THE PROBLEM: Return every line in the entries below where the word "lane" shows up.

SUPPLIED DATA:
▶
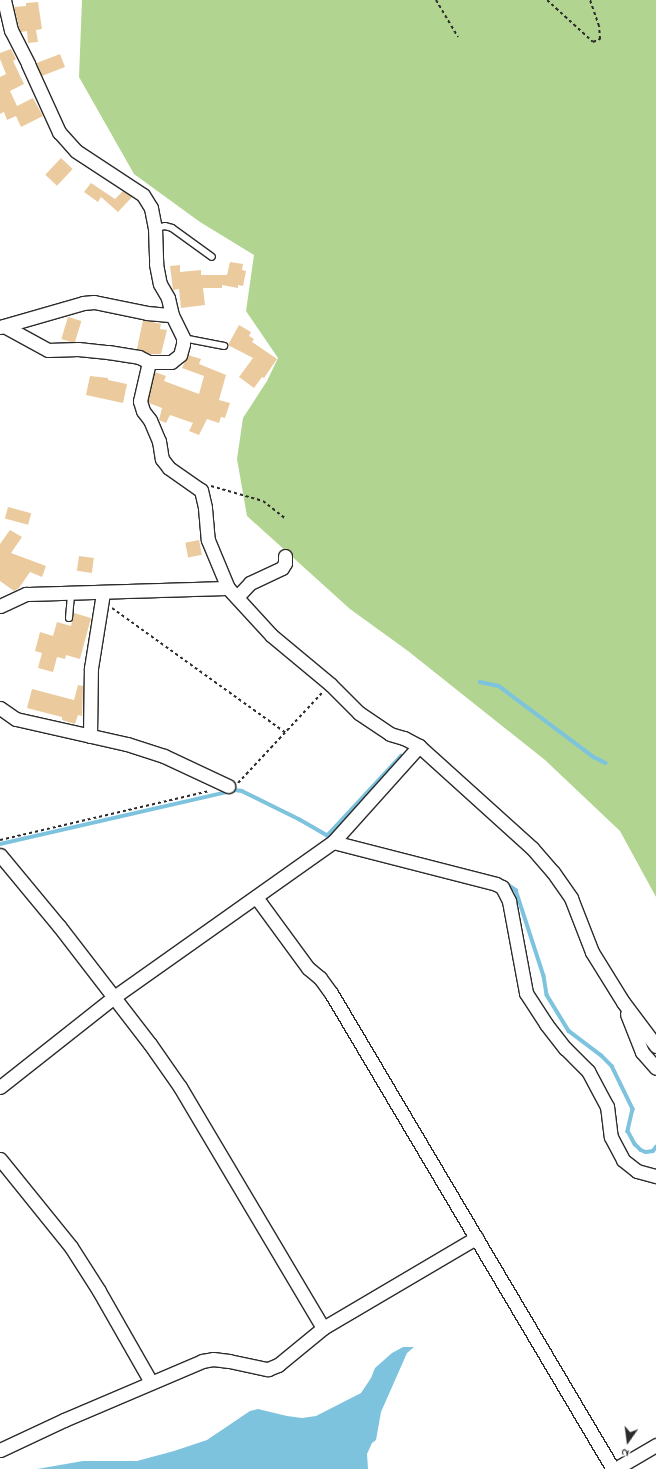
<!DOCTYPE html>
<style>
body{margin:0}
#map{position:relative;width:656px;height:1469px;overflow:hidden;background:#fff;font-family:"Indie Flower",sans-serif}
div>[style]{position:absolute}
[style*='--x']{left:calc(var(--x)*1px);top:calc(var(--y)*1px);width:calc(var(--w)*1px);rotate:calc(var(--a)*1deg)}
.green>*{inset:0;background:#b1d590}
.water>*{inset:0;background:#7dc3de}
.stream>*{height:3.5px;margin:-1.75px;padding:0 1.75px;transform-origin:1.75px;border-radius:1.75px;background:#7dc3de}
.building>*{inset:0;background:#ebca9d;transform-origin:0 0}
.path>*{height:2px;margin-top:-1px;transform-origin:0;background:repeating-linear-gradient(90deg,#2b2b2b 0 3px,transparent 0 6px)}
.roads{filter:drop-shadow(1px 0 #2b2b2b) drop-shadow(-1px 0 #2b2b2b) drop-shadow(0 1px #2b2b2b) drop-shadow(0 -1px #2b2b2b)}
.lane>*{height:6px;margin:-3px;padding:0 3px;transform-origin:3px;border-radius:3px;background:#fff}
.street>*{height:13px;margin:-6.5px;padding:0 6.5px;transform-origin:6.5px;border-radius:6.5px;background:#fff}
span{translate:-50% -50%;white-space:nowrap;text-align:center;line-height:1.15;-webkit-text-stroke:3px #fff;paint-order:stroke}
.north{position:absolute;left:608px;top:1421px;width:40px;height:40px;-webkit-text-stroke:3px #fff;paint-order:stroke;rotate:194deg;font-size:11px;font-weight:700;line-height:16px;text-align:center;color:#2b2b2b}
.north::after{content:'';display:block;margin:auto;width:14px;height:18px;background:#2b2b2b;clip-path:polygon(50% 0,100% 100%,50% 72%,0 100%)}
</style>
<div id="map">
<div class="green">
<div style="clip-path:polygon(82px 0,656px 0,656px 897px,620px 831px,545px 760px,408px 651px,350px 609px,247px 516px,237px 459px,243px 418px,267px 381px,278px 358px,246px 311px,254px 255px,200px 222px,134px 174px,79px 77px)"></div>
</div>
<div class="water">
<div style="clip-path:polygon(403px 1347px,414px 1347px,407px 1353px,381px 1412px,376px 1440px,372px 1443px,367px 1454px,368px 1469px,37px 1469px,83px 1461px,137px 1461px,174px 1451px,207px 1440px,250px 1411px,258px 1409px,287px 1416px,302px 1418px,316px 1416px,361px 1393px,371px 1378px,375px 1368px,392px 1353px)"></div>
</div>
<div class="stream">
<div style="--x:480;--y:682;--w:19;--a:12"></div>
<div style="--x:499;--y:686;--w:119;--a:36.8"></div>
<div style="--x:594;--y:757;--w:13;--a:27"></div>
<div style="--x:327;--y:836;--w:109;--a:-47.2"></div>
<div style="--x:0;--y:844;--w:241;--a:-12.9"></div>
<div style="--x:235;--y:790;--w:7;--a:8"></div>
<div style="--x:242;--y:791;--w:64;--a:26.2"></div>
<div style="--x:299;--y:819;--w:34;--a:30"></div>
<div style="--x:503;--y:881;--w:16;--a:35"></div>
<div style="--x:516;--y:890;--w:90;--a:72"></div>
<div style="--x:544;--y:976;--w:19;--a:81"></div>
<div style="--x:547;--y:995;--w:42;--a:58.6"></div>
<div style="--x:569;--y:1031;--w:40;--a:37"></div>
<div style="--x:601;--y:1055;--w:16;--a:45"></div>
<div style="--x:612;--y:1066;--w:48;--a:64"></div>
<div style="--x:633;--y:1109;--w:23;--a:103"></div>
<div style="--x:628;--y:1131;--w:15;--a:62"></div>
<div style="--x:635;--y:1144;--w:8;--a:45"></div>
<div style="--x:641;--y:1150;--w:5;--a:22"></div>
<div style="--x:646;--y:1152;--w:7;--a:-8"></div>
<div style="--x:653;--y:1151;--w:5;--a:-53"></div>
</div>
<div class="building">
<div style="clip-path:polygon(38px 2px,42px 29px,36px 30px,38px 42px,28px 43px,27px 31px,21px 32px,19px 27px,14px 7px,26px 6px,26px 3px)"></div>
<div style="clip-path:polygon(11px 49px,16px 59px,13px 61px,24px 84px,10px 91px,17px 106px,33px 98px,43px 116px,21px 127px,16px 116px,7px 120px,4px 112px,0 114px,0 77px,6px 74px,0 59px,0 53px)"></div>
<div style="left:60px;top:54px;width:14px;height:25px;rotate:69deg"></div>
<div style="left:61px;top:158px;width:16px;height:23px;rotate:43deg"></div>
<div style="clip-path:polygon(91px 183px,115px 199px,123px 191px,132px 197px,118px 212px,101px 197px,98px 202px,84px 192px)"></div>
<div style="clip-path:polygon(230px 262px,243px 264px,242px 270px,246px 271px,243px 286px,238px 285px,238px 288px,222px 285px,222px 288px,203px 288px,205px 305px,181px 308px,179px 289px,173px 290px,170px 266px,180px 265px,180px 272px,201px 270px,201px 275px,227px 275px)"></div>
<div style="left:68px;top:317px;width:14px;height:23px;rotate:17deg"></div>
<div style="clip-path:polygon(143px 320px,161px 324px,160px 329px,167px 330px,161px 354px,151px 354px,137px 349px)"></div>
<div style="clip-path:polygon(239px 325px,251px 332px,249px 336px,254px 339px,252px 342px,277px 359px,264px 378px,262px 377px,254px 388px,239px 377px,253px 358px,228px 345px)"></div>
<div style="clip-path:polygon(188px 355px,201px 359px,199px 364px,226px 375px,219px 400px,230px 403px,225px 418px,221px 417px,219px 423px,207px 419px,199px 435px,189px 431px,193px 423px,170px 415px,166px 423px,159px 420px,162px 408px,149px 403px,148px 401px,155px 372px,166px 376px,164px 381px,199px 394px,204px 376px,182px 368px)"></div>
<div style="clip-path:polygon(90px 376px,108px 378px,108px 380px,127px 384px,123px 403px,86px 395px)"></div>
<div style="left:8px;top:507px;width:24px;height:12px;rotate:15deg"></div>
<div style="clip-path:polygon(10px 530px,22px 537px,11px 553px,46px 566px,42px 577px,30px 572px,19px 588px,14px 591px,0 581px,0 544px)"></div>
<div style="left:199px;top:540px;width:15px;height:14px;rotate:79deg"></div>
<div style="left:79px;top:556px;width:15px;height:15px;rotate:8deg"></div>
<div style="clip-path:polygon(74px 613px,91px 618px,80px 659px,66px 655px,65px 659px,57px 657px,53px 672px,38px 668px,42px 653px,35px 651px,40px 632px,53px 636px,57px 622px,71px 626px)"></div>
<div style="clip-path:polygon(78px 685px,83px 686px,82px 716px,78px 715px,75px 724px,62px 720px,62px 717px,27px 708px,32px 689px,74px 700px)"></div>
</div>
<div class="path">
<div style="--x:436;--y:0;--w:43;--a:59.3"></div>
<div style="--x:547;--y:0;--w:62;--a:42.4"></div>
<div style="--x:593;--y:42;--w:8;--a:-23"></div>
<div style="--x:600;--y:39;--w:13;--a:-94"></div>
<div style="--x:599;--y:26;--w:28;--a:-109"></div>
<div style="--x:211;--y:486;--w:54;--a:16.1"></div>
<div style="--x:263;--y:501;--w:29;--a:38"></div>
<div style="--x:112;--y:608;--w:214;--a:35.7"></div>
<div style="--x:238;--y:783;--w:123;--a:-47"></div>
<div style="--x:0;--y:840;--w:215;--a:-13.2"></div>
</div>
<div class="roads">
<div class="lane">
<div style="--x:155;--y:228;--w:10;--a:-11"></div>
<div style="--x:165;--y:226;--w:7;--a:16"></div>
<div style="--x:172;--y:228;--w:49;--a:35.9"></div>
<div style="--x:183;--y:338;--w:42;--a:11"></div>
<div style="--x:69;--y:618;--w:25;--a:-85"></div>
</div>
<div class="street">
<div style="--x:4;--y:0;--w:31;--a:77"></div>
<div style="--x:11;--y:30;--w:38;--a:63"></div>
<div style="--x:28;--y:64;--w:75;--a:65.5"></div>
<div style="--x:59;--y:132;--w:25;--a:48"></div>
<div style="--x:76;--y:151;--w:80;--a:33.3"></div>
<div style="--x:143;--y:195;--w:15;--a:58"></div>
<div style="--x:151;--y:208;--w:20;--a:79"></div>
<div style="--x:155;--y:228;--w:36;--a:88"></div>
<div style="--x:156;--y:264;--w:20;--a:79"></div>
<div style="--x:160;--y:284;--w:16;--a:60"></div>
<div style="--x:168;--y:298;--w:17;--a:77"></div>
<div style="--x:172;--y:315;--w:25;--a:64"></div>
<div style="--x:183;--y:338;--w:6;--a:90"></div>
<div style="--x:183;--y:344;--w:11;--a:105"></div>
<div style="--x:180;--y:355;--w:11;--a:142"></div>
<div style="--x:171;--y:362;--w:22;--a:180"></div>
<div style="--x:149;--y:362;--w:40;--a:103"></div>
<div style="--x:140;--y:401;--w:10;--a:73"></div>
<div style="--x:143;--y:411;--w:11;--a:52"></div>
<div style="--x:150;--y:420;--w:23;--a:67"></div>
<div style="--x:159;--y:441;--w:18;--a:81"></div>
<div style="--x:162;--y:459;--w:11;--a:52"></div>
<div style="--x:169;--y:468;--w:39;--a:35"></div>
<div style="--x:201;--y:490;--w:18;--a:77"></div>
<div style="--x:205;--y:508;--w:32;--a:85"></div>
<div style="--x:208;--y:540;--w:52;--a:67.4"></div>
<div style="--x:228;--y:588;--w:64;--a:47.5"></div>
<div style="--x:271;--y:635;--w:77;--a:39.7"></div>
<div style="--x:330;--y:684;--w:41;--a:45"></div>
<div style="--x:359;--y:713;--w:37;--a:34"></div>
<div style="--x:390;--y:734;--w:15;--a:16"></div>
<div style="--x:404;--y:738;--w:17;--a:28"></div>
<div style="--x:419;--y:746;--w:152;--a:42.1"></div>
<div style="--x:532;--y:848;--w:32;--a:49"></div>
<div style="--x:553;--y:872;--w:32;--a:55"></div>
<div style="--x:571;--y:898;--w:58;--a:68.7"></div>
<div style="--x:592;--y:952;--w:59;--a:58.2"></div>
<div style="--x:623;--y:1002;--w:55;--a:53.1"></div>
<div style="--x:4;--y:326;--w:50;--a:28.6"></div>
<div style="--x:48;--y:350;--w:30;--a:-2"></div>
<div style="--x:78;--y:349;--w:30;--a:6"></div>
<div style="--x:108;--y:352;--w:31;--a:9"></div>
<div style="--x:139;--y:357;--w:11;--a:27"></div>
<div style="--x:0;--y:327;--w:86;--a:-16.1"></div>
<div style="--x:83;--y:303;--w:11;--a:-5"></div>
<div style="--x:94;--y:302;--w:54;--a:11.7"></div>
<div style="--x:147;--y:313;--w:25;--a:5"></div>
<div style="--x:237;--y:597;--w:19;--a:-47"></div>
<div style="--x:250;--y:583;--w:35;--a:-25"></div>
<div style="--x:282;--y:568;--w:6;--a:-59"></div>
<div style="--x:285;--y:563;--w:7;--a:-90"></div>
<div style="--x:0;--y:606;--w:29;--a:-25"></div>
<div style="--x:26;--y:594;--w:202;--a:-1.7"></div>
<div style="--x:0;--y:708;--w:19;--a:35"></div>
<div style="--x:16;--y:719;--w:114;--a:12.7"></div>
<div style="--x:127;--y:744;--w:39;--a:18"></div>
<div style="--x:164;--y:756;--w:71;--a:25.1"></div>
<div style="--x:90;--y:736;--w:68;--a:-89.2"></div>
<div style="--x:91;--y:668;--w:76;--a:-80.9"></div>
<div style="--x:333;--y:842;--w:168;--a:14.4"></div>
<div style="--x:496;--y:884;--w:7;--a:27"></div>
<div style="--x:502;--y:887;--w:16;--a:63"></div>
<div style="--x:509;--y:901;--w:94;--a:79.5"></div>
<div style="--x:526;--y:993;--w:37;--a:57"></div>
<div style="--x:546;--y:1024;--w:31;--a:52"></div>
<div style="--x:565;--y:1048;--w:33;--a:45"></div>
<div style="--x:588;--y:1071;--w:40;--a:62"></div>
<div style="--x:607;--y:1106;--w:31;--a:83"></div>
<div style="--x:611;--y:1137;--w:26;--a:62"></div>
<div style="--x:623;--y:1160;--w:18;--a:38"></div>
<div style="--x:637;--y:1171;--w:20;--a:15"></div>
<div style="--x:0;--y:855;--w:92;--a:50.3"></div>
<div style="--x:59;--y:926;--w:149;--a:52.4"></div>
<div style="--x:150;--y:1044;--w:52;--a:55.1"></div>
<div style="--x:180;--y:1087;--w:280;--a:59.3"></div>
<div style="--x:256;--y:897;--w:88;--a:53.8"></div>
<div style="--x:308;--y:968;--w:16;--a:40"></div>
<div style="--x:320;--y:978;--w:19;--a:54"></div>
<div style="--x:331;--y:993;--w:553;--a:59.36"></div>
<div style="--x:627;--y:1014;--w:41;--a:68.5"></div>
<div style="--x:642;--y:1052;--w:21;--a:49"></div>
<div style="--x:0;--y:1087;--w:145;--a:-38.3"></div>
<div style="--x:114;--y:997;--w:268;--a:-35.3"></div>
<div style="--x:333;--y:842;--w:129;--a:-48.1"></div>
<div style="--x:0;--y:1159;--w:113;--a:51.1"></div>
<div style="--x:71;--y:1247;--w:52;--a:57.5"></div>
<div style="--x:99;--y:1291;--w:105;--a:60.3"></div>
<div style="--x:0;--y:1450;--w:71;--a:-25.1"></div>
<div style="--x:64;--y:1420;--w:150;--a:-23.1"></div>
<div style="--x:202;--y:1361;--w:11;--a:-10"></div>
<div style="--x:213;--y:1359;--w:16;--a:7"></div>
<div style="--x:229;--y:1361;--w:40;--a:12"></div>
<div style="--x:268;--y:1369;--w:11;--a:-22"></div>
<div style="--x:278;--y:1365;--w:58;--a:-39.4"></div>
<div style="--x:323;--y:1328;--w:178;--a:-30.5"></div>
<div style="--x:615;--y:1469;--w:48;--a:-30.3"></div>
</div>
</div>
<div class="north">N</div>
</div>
◀
ANSWER TO THE PROBLEM:
.lane>*{height:6px;margin:-3px;padding:0 3px;transform-origin:3px;border-radius:3px;background:#fff}
<div class="lane">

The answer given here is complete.